- Opening Delimiter -

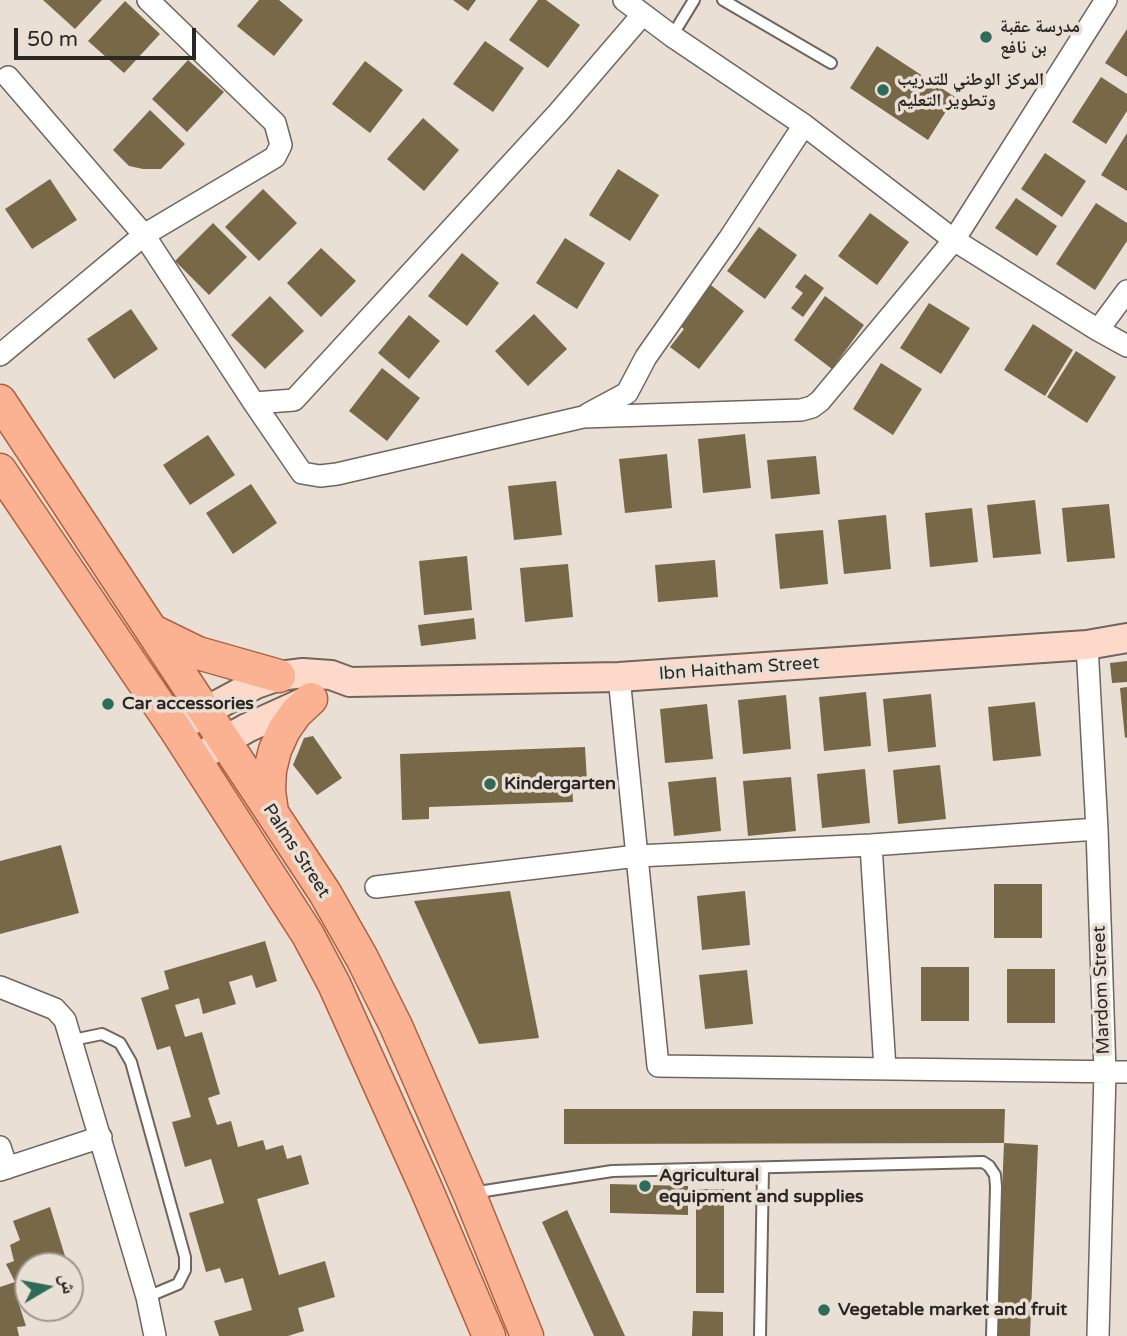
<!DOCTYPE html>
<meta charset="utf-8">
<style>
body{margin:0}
#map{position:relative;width:1127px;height:1336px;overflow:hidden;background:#eadfd5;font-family:"Varela Round","Noto Naskh Arabic",sans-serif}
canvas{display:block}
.north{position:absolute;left:14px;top:1252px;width:70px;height:70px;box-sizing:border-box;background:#eadfd5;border:2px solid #9e958e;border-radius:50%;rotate:80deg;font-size:19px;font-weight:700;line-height:28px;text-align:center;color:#2b2724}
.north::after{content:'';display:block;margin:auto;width:24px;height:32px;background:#2d6c59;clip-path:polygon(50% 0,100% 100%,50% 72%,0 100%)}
.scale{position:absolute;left:14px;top:28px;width:182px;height:32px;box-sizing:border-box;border:4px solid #2b2724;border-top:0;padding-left:9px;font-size:21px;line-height:24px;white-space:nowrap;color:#2b2724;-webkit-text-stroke:5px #eadfd5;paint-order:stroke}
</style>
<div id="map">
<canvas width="1127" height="1336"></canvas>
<div class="north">ش</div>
<div class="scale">50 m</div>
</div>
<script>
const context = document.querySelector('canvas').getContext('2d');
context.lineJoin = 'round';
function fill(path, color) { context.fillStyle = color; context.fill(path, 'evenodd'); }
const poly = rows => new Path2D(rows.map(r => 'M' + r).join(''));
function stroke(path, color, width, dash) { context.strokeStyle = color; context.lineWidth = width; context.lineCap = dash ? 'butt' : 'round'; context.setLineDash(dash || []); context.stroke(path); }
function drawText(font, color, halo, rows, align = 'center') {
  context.font = font + ' "Varela Round","Noto Naskh Arabic",sans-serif'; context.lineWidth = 7; context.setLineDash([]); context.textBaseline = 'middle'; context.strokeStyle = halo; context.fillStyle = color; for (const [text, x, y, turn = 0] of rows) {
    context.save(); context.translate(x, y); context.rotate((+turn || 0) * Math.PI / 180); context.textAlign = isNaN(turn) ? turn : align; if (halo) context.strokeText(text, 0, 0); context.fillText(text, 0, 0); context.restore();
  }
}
const building = poly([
 [43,0,102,0,75,29],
 [259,0,279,0,303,20,274,56,237,26],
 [453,0,476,0,468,11],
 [538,0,546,0,580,25,548,68,509,40],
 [125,1,160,34,124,73,88,41],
 [1127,29,1127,77,1105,63],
 [485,41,524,68,493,112,453,84],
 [877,46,955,97,928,140,850,88],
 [188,60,224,92,187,132,152,99],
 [365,61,403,90,370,133,332,104],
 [1101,77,1127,94,1127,111,1106,144,1072,122],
 [150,110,185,144,161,169,143,169,129,166,113,150],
 [423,118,459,150,424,191,387,159],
 [1127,133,1127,191,1101,175],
 [1045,153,1086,181,1062,217,1021,189],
 [618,169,659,195,630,241,589,215],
 [50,179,77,220,32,249,5,209],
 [263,189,297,223,259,261,225,227],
 [1016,198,1057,226,1037,256,995,228],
 [1096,203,1127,223,1127,241,1095,290,1056,264],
 [870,213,909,242,877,285,838,256],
 [213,223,247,257,209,295,175,261],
 [759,227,797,255,765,299,727,271],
 [565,238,605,263,577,309,536,283],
 [321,248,356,281,321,317,287,283],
 [462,253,499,283,467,326,428,296],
 [805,274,824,288,803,317,791,308,803,293,795,287],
 [707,282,744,311,699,369,670,347,684,329,676,323],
 [270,296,304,331,265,369,231,335],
 [825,296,864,325,832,369,794,340],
 [929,303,970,328,941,374,900,348],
 [131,309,158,349,114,379,87,339],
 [534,314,567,349,528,386,495,351],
 [409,315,440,341,409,379,378,353],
 [1033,324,1073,350,1045,396,1004,370],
 [1076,351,1116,377,1087,423,1047,397],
 [881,363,922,389,893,435,853,409],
 [382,368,420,398,387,441,349,411],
 [745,434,751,488,703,493,698,439],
 [208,435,235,475,190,505,163,465],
 [667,454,672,508,625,513,619,459],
 [816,456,820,494,771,499,767,460],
 [556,481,562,535,514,540,508,486],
 [251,484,277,523,233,554,206,513],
 [1035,500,1041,554,993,558,987,505],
 [1109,504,1115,558,1067,562,1062,508],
 [972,508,978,562,930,567,925,513],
 [886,515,891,569,844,574,838,520],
 [823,530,828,584,780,589,775,534],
 [467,556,472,610,424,615,419,561],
 [715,560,718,597,658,602,655,565],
 [568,564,573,617,525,622,520,568],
 [474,618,476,639,421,646,418,625],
 [1127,661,1127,682,1112,683,1110,663],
 [1127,687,1127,737,1125,738,1120,688],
 [866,692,871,746,824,751,819,697],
 [931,694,936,747,888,752,883,699],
 [786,695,791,749,743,754,738,700],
 [1035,702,1041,756,993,761,988,707],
 [707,704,713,759,665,763,660,709],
 [313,736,342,778,317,795,293,765,304,738],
 [585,747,587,781,572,781,573,802,429,807,429,819,402,820,400,754],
 [940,765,946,819,898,824,893,770],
 [865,769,870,823,822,828,817,774],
 [716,777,721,831,674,836,668,782],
 [791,777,796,831,748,836,743,781],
 [61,845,79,913,0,934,0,861],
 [994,884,1042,884,1042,938,994,938],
 [510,891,539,1038,479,1044,414,901],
 [745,891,750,945,702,950,697,896],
 [265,941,277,981,256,988,252,975,229,982,236,1004,203,1014,199,998,175,1005,185,1037,202,1032,220,1094,208,1098,217,1125,231,1121,238,1147,263,1140,266,1150,283,1145,287,1159,301,1155,309,1184,257,1199,279,1275,325,1261,335,1297,298,1308,304,1331,288,1336,219,1336,214,1321,252,1310,243,1278,225,1283,220,1268,206,1272,189,1213,224,1203,211,1159,185,1167,172,1122,191,1117,170,1046,157,1050,141,998,169,989,164,971],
 [921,967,969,967,969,1021,921,1021],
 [1007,969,1055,969,1055,1023,1007,1023],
 [747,970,753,1024,705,1029,699,975],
 [564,1109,1005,1109,1004,1143,564,1144],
 [1004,1143,1038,1145,1030,1336,996,1336],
 [610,1184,688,1186,688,1215,610,1213],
 [696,1189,724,1189,724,1293,696,1293],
 [50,1207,68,1266,28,1266,28,1291,16,1295,26,1326,17,1327,19,1336,0,1336,0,1287,15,1282,6,1264,14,1261,10,1245,20,1240,13,1221],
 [567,1210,625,1336,594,1336,542,1222],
 [693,1311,723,1312,723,1336,692,1336]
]);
const lane = poly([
 [723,0,831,63],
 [672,36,694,0],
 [73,1040,102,1034,120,1043,131,1062,185,1257,185,1270,178,1284,147,1297],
 [472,1193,612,1171,983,1162,989,1166,995,1175,996,1187,992,1336],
 [760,1336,763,1169]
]);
const street = poly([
 [624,0,672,36,804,125,954,240,1098,330,1127,346],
 [8,77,144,235,254,403,302,473,320,476,337,474,583,417,801,410,812,407,820,401,954,240,1106,0],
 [1098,330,1127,291],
 [0,355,144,235,275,157,281,145,275,123,148,0],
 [254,403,294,400,558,113,643,14],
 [588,414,627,393,646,357,729,239,804,125],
 [1087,645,1097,829,1105,1072,1098,1336],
 [619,677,658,1066,1127,1072],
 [871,845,885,1069],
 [376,887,637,856,871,845,1097,829],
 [0,987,55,1009,65,1020,147,1297,155,1336],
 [0,1147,7,1168],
 [0,1170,101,1137]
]);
const secondary = poly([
 [176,730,204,712,256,684,279,676,303,673,331,675,350,682,619,677,1087,645,1127,638],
 [196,760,224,741,247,728,311,699]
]);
const primary = poly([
 [0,401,325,893,362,958,396,1026,469,1193,527,1336],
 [0,470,176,730,308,935,334,984,425,1186,489,1336],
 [153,631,198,653,279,676],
 [272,812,269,791,270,770,275,750,284,730,296,713,311,699]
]);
const markers = [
 [986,37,7,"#2d6c59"],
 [883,90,7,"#2d6c59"],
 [108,704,7,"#2d6c59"],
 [490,784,7,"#2d6c59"],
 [645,1186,7,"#2d6c59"],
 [824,1310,7,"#2d6c59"]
];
const poiNames = [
 ["مدرسة عقبة",1000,27],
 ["بن نافع",1000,48],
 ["المركز الوطني للتدريب",897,80],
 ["وتطوير التعليم",897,101],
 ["Car accessories",122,704],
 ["Kindergarten",504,784],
 ["Agricultural",659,1176],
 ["equipment and supplies",659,1197],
 ["Vegetable market and fruit",838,1310]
];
const streetNames = [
 ["Ibn Haitham Street",739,669,-4],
 ["Palms Street",296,851,57],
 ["Mardom Street",1102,990,-92]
];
fill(building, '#776848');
stroke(lane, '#6f655c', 14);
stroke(street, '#6f655c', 24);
stroke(secondary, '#6f655c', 32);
stroke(primary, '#b0603d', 35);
stroke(lane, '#fff', 10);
stroke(street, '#fff', 21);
stroke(secondary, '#fdd9c9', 28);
stroke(primary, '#fab293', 32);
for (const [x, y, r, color] of markers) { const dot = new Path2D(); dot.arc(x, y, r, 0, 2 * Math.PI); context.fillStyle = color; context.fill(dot); stroke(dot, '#eadfd5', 2.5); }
drawText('bold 18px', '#2b2724', '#eadfd5', poiNames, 'left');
drawText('18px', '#2b2724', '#eadfd5', streetNames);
</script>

- Closing Delimiter -

> **Work task**
Which lines of the records above contain the word "strokeStyle"? Report each one in full.

> **Answer to this exercise**
function stroke(path, color, width, dash) { context.strokeStyle = color; context.lineWidth = width; context.lineCap = dash ? 'butt' : 'round'; context.setLineDash(dash || []); context.stroke(path); }
  context.font = font + ' "Varela Round","Noto Naskh Arabic",sans-serif'; context.lineWidth = 7; context.setLineDash([]); context.textBaseline = 'middle'; context.strokeStyle = halo; context.fillStyle = color; for (const [text, x, y, turn = 0] of rows) {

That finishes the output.